Во дворе он познакомился с юношей и девушкой, братом и сестрой, близнецами Тамарой и Борисом Завьяловыми. Им было по четырнадцать лет. Они сказали, что уже учатся в девятом классе. Школа рядом, через дорогу.
– Мне тоже придётся идти в девятый, – сообщил им Окунёв. – Много занятий пропустил. Я ведь из Донецка. Пришлось пропустить.
– Понятно, – кивнул головой Борис, – там стреляют.
– Не просто стреляют, – ответил Игорь, – а планомерно и расчётливо уничтожают мирное население… от мала до велика.
– А в Интернете пишут, – начала рассказывать Тамара, – что там всем хорошо. Есть экстремисты и российские войска, но вот украинские воины ведут борьбу с экстремистами…
– Ты не на тех сайтах бываешь, Тома, – пояснил ей Окунёв. – Много в Интернете обитает субъектов, которые не желают, чтобы люди знали правду.
Брат с сестрой не стали спорить с юношей из Донбасса. Они, на самом деле, ни во что особо не вникали.
Окунёв пригласил их к себе в гости, на чай. Александра Тимофеевна встретила их радушно. Как говорится, с хлебом и солью.
– Не обижайся, Игорь. Но чем докажешь, что ты, Игорь, именно из Донецка? – Тамара полушутя и полусерьёзно спросила Окунёва. – Ведь так любой человек о себе может сказать.
– Так, зачем мне надо придумывать то,– смутился Игорь, – чего не было на самом деле?
Он открыл шкафчик и достал оттуда орден и медаль, с документами на заслуженную награду.
Мешать молодёжи беседовать и ближе знакомиться друг с другом Куличова не стала. Своё дело сделала: накрыла стол со сладостями и ушла к соседке. Просто так, в гости. Решила поговорить с ней о том и о сём.
Внимательно рассмотрев награды Окунёва, Борис положил их назад в шкатулку. Он с уважением и с некоторой завистью сказал:
– Получается, что ты, Игорь самый настоящий герой.
– Расскажи что-нибудь о том, что видел и что там делал,– попросила его Тамара.– Если это не военная тайна.
– Совсем не тайна, – ответил Окунёв. – Все должны знать о том, что происходит – и взрослые, и дети. Да и мне иногда хочется просто высказаться. Так легче жить.
Он начал рассказывать о том, что сразу же выплыло из памяти.
…На больничном дворе ни машин, ни людей. Гнетущая тишина. Запустение. Безлюдно. Но не всегда так бывает. Война войной, но люди: медики и больные выходят на улицу подышать свежим воздухом. Нет, это не боязнь замкнутого пространства, клаустрофобия, это желание жить.
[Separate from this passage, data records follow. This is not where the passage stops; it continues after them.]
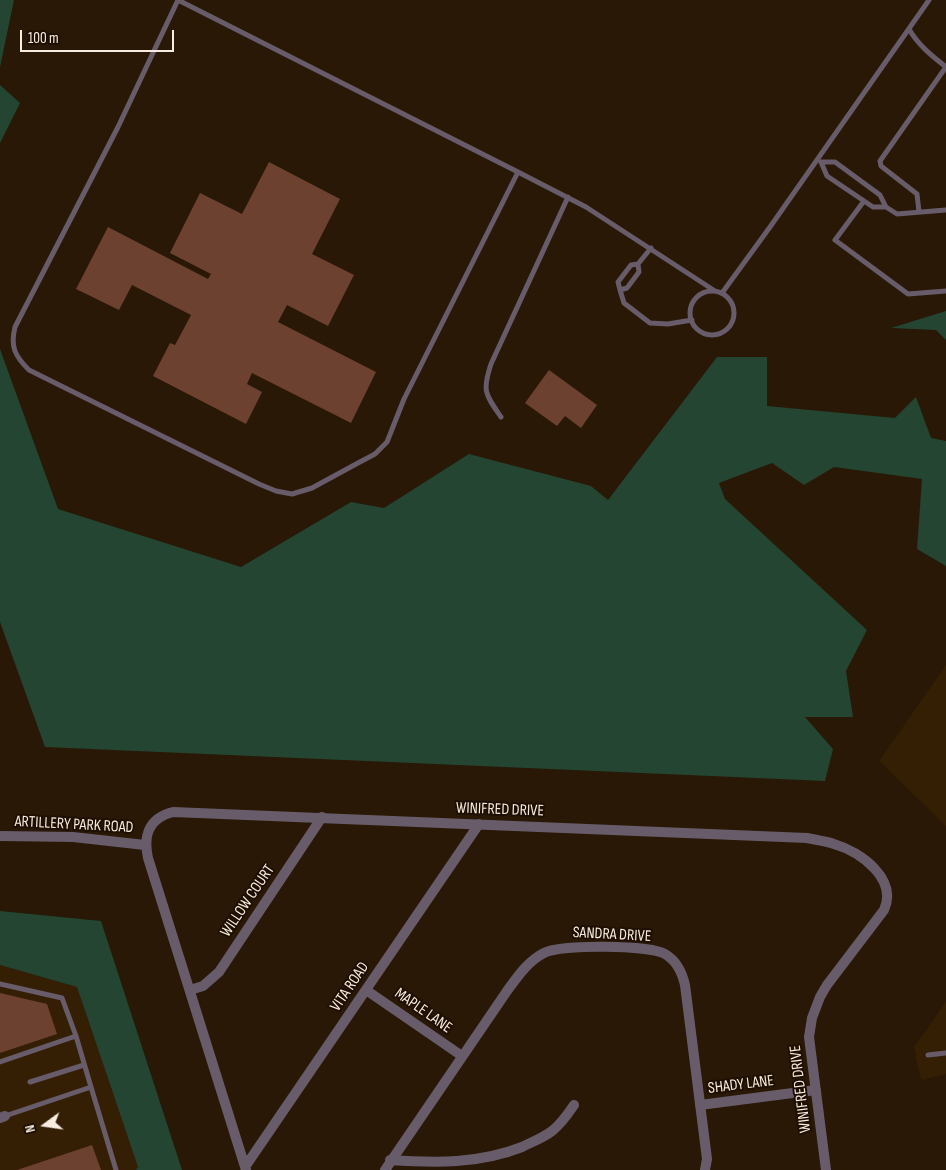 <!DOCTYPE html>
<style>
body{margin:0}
#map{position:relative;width:946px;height:1170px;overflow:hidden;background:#281805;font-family:"Sofia Sans Condensed",sans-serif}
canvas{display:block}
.north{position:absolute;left:20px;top:1100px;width:50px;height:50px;-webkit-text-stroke:4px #1e0f00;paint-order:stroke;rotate:256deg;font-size:14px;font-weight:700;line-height:20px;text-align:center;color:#f7ece0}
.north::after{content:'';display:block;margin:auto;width:18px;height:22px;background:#f7ece0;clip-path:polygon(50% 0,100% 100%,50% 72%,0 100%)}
.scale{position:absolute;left:20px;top:30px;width:154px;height:22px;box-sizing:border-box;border:2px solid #f7ece0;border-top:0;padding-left:6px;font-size:15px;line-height:18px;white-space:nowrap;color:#f7ece0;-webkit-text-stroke:4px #1e0f00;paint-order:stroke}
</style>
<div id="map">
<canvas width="946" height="1170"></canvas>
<div class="north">N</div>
<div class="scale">100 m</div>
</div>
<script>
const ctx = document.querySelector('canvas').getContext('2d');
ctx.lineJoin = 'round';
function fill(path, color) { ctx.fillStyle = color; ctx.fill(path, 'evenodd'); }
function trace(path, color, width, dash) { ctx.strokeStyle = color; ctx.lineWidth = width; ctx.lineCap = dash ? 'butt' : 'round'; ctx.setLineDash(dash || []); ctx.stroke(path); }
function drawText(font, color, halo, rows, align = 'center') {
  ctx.font = font + ' "Sofia Sans Condensed",sans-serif'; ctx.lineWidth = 4; ctx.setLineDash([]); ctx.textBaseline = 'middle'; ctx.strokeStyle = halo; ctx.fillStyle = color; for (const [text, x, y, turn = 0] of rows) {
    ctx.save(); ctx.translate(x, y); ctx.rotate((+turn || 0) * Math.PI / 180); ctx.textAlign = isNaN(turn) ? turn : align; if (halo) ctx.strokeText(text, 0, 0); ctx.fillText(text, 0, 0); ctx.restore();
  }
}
fill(new Path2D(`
 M 946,665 L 946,826 L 879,761 Z
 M 0,965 L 77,987 L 138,1167 L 136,1170 L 0,1170 Z
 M 946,1002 L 946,1074 L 921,1080 L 914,1047 Z`), '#341f05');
fill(new Path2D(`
 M 0,0 L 14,0 L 0,67 Z
 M 0,85 L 20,103 L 0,143 Z
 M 946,311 L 946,340 L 936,330 L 891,328 Z
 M 0,349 L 58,509 L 241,567 L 351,502 L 384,508 L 469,454 L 591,486 L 608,500 L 717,357 L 767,357 L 767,406 L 895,418 L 916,397 L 931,438 L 946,441 L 946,566 L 917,549 L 922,479 L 834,467 L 804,485 L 772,463 L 719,483 L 725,499 L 867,630 L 846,671 L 853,717 L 805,717 L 833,749 L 825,781 L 45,747 L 0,622 Z
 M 0,911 L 101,921 L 182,1170 L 136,1170 L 138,1167 L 77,987 L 0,965 Z`), '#234532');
fill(new Path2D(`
 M 269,162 L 340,199 L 312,254 L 354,275 L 328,326 L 287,305 L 278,322 L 376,372 L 351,423 L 252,373 L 247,384 L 262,392 L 246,424 L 153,376 L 170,343 L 175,345 L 191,315 L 132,285 L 119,310 L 76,289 L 108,227 L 208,279 L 211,274 L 170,253 L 200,193 L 242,214 Z
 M 549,370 L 597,405 L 581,428 L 565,416 L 557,426 L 525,403 Z
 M 0,993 L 47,1004 L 57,1034 L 0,1053 Z
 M 92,1145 L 101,1170 L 17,1170 Z`), '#6d412f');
trace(new Path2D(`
 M 909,29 C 918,45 932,56 946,67
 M 821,162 L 835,162 L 880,195 L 886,207 L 873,207 L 827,176 Z
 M 518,172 L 404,399 L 387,442 L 375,454 L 358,463 L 312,488 L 292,494 L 276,491 L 259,484 L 29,370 C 15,356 10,347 15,327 L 118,127 L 178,0 L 518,172 L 586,207 L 715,291
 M 864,201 L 835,240 L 908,294 L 946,291
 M 886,207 L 897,214 L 946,210
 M 919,212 L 917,194 L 881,166 L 880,161 L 946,67
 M 638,264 L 639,272 L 627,288 L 620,290 L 618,282 L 631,265 L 638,264 L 651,248
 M 620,290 L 624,303 L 650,323 L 668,324 L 692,320
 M690 313a22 22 0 1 1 44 0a22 22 0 1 1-44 0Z
 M 722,293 L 770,227 L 929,0
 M 501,417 C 485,394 482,391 491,364 L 568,197
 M 0,984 L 62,998 L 76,1036 L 91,1087
 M 928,1055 L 946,1053
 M 0,1062 L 76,1036
 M 30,1082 L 84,1065
 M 5,1116 L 91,1087 L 116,1170`), '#685b6a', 5);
trace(new Path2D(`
 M 0,836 L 73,837 L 145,845
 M 190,990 L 203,986 L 219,972 L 322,817
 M 366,990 L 462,1056
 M 700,1105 L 816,1090
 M 0,1118 L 5,1116
 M 390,1160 C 435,1163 479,1164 522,1147 C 532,1142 543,1138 552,1131 C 561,1124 568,1114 574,1105
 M 245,1167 L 479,824
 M 246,1170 L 148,858 C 143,835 149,818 173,812 L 807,838 C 816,840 825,841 834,844 C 861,852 898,879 884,910 L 827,985 L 820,997 L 812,1018 L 809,1037 L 826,1170
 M 385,1170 L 507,991 C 518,976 528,961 544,953 C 561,944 650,945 665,954 C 677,961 682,972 685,985 L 707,1159 L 705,1170`), '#685b6a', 10);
drawText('16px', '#f7ece0', '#1e0f00', [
 ["WINIFRED DRIVE",500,810,2],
 ["ARTILLERY PARK ROAD",74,825,3],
 ["WILLOW COURT",248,901,-56],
 ["SANDRA DRIVE",612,935,3],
 ["VITA ROAD",350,987,-56],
 ["MAPLE LANE",423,1011,35],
 ["SHADY LANE",741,1085,-7],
 ["WINIFRED DRIVE",801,1089,-97]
]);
</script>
Не больше и не меньше.
Никто, по большому счёту, не верит и не хочет верить в возможность внезапной и неожиданной собственной смерти. Когда-нибудь, но только не сейчас…Так уж человек устроен. Даже у самой последней черты у пессимиста предостаточно оптимизма.
Чуть подальше от основного, парадного входа в больницу – беседка. Для отдыха «ходячих» больных.
Внутри старого и давно не знавшего ремонта здания стационарной лечебницы тусклый свет. Но его, вполне, достаточно для того, чтобы разглядеть глаза собеседника. Ведь это очень важно и нужно научиться беседовать друг с другом глазами. Мудрые и достаточно смелые учёные утверждают, что раньше, ещё задолго до внедрения Христианства на Руси славяне умели это делать. Потом их убедительно попросили разучиться быть не совсем похожими на других. К счастью, не все добрые люди согласились стать рабами, далеко не все.